*** Opening of Material to process ***

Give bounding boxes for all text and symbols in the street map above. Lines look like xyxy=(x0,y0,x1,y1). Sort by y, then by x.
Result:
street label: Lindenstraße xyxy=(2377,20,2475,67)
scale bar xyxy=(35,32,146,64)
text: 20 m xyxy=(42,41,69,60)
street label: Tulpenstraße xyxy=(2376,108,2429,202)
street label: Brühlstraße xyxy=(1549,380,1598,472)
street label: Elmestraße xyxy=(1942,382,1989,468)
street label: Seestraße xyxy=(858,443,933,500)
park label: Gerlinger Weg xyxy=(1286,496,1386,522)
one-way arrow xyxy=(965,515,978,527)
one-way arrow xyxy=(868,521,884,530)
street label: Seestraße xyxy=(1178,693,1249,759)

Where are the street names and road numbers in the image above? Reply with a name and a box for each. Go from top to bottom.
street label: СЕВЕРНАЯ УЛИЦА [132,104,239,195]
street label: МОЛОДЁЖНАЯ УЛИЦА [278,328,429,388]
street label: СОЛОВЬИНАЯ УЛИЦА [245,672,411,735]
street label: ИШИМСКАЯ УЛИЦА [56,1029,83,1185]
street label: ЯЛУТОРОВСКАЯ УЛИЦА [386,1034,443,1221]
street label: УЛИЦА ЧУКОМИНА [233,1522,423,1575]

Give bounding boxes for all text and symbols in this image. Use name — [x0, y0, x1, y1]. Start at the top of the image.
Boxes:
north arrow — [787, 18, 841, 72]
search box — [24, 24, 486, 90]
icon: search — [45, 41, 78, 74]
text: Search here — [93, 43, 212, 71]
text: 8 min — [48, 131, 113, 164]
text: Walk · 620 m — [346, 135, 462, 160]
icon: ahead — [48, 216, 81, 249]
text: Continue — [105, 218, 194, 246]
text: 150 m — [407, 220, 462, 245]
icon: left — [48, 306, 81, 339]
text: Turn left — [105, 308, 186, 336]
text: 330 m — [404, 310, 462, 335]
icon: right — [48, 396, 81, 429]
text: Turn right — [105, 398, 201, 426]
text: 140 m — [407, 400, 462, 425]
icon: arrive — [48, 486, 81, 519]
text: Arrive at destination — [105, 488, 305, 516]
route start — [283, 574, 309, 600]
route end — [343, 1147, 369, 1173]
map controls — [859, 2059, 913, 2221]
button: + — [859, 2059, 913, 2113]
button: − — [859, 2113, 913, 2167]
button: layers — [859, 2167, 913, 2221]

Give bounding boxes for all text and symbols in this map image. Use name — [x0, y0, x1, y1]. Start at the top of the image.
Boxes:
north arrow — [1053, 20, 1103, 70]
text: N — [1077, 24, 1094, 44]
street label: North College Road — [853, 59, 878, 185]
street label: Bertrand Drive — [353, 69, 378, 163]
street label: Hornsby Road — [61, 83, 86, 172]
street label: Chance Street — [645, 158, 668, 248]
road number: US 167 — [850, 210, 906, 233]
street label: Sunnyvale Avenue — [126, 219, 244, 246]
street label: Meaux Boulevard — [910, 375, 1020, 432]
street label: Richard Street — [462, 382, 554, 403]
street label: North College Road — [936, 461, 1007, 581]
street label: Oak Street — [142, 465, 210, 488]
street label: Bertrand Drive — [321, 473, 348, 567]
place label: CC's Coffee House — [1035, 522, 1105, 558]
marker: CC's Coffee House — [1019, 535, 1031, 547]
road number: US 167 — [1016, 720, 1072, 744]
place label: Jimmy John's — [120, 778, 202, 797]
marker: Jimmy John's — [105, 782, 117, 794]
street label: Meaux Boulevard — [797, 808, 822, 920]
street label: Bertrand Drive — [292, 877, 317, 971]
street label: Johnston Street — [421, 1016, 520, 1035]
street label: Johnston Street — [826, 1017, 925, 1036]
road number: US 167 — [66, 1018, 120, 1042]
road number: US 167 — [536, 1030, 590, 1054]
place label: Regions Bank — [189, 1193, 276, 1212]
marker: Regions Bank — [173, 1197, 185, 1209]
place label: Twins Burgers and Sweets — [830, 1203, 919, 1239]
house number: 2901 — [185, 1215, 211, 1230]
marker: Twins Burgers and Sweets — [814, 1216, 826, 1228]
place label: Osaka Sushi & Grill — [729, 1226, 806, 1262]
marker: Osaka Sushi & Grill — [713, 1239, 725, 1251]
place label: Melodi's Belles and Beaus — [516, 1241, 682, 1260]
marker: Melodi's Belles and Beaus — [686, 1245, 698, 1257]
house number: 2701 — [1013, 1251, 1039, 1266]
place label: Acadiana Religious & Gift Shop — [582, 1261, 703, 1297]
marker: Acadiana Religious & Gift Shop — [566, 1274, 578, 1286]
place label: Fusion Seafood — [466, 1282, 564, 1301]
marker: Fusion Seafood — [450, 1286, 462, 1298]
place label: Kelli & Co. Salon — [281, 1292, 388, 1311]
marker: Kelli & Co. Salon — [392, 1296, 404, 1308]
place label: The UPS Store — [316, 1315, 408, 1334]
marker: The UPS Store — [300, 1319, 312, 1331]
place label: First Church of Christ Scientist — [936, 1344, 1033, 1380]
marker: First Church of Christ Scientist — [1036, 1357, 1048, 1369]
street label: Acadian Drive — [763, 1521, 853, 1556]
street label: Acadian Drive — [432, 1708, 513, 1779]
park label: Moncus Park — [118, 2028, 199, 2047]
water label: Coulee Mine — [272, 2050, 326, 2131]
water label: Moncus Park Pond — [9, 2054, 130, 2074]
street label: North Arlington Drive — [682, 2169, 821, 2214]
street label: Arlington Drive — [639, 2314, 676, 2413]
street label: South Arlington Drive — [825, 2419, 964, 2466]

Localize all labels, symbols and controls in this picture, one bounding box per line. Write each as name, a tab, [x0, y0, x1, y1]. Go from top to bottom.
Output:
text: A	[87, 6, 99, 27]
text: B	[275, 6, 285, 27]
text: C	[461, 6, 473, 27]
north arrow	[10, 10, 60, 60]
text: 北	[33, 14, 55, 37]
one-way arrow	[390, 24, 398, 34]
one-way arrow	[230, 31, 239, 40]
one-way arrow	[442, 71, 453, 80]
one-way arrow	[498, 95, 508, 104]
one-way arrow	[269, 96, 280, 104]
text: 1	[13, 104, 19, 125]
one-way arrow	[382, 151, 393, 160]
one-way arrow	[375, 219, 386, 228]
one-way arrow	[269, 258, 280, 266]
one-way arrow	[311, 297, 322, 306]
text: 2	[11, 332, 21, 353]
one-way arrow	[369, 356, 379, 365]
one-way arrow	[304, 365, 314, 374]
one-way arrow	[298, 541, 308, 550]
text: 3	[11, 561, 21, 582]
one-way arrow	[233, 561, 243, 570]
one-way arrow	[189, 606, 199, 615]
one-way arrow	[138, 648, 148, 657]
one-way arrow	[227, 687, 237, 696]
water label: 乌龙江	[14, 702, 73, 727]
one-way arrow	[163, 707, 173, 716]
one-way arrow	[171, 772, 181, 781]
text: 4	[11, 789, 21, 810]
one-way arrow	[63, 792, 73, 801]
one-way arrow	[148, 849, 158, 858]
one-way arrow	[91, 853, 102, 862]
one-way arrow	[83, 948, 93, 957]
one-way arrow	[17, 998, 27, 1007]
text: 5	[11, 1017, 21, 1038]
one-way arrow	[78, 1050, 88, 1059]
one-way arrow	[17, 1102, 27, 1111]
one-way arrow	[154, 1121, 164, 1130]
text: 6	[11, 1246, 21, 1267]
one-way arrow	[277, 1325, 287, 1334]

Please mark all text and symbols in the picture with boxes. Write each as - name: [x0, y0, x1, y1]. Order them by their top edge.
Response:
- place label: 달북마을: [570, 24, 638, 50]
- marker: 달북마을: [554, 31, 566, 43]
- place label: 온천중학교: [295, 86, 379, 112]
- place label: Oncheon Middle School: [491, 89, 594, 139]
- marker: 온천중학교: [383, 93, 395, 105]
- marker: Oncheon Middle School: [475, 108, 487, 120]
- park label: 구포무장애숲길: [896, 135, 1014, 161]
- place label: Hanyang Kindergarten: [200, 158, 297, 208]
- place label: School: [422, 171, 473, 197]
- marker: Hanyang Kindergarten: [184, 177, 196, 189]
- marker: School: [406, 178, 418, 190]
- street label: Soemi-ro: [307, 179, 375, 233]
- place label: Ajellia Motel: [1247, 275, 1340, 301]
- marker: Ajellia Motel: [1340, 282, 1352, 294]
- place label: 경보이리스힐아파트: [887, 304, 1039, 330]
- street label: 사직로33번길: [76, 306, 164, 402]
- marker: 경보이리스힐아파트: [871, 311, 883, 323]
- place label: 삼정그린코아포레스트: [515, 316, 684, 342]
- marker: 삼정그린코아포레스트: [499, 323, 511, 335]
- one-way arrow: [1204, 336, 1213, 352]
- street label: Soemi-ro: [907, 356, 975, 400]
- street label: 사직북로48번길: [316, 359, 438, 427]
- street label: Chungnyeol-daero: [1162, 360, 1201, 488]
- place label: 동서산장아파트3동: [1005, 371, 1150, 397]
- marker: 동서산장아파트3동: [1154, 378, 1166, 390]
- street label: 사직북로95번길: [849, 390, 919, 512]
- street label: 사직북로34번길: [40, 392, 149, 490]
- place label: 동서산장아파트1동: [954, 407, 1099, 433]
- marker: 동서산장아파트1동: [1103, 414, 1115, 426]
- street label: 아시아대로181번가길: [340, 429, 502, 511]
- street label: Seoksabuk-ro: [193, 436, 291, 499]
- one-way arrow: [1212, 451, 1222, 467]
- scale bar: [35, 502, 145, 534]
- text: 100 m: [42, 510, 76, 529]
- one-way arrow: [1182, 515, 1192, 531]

*** Close of Material to process ***

> Directions
The word to look for is "scale"; copy out every line of the entries that holds it.

> Result for this task
scale bar xyxy=(35,32,146,64)
- scale bar: [35, 502, 145, 534]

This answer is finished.